Voir ma mère dans cette posture et perdre la lumière de mes yeux
fut tout un. Je saisis par un bras la veuve Pescatore et l’envoyai
pirouetter bien loin. Elle se redressa et courut sur moi, pour me
sauter après ; mais elle s’arrêta.
– Hors d’ici ! me cria-t-elle. Toi et ta mère
allez ! Hors d’ici tous deux !
– Écoute, lui dis-je alors, d’une voix qui tremblait par
les efforts violents que je faisais pour me contenir. Écoute !
Va-t’en dehors, toi, tout de suite, avec tes jambes, et ne me mets
plus à l’épreuve. Va-t’en, pour ton bien ! Va-t’en !
Romilda, pleurant et criant, se leva de son fauteuil et vint se
jeter dans les bras de sa mère :
– Non ! Toi avec moi, maman ! Ne me laisse pas
ici !
Mais cette digne mère la repoussa, furibonde.

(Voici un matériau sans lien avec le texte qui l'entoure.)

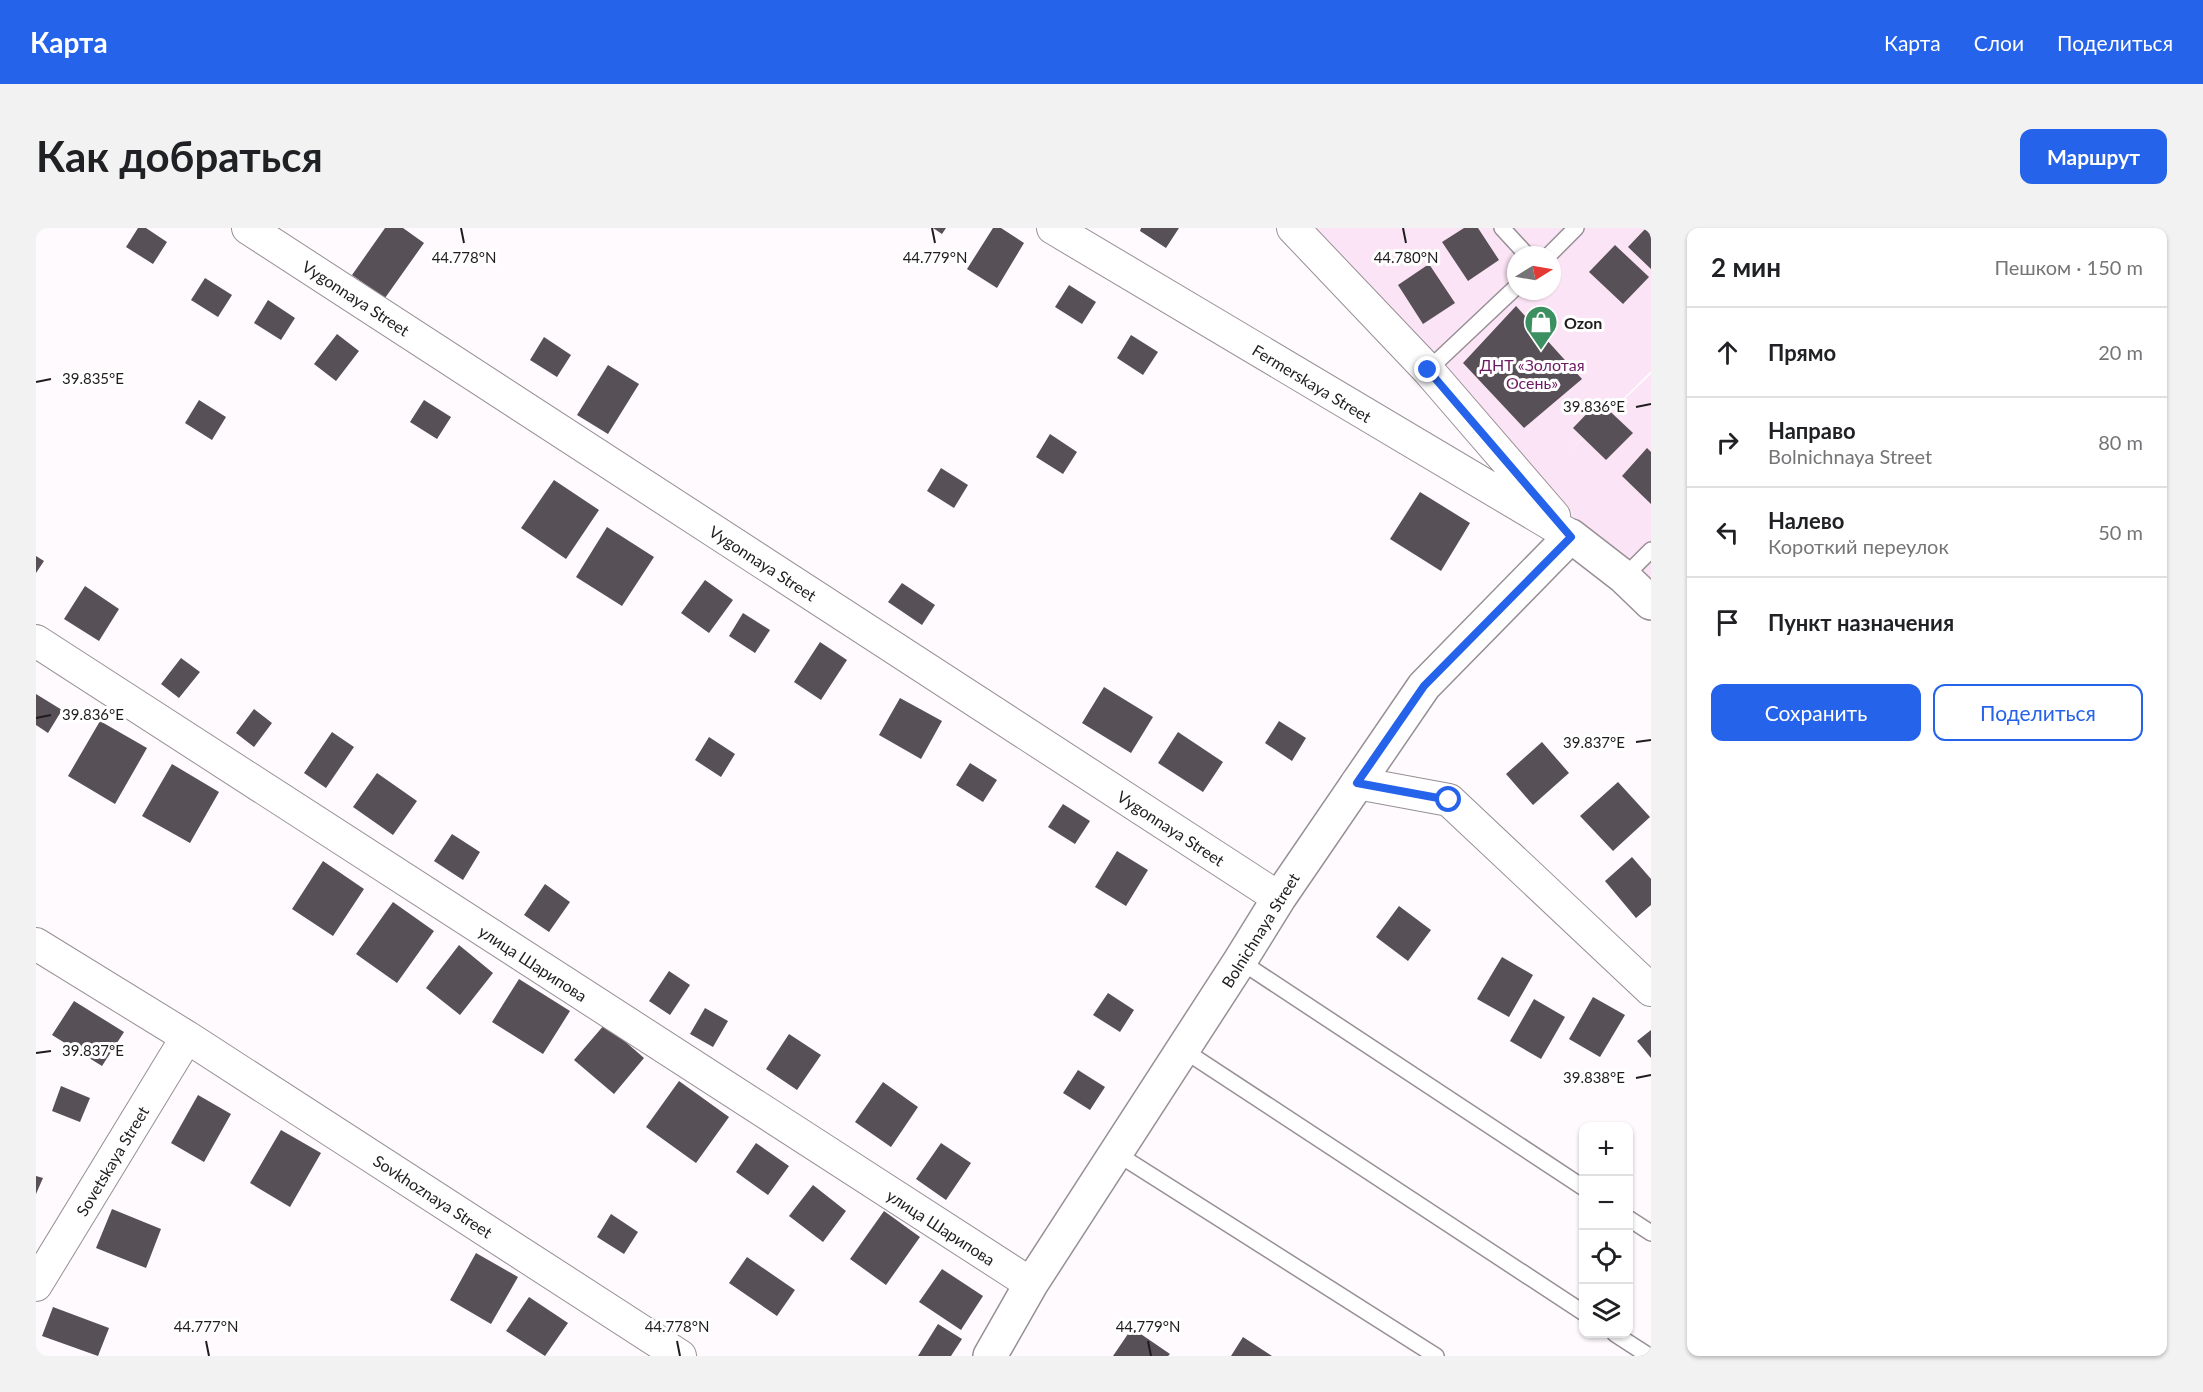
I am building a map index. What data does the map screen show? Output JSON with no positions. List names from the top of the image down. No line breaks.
{"streets":{"street":["Vygonnaya Street","Fermerskaya Street","Bolnichnaya Street","улица Шарипова","Sovetskaya Street","Sovkhoznaya Street"]},"crossings":[["Vygonnaya Street","Bolnichnaya Street"],["Fermerskaya Street","Bolnichnaya Street"],["Bolnichnaya Street","улица Шарипова"],["Sovetskaya Street","Sovkhoznaya Street"]],"parks":["ДНТ «Золотая Осень»"],"places":{"shop":["Ozon"]},"north":"right","page":{"header":"Карта","nav":["Карта","Слои","Поделиться"],"buttons":["Маршрут",["Сохранить","Поделиться"]],"title":"Как добраться","heading":["2 мин","Пешком · 150 m"],"list":[["Прямо","20 m"],["Направо","Bolnichnaya Street","80 m"],["Налево","Короткий переулок","50 m"],"Пункт назначения"],"map_buttons":["+","−"]},"coordinates":["44.778°N","44.779°N","44.780°N","39.835°E","39.836°E","39.837°E","39.838°E","44.777°N"]}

– Tu l’as voulu ? Garde-le, maintenant, ton mauvais
voleur ! Je m’en vais toute seule !
Mais elle ne s’en alla pas, bien entendu.
Deux jours après, mandée, je suppose par Marguerite, arriva en
grande furie, à l’accoutumée, tante Scholastique, pour emmener
maman avec elle.
Cette scène mérite d’être représentée.
La veuve Pescatore était ce matin-là, en train de faire le pain,
les manches retroussées, son jupon relevé et entortillé autour de
sa taille pour ne pas le salir. Elle se tourna à peine en voyant
entrer la tante et continua à pétrir comme si de rien n’était. La
tante n’y prit pas garde : du reste, elle était entrée sans
saluer personne, se dirigeant vers ma mère, comme si elle eût été
seule dans la maison.
– Tout de suite, allons ! habille-toi ! Tu
viendras avec moi.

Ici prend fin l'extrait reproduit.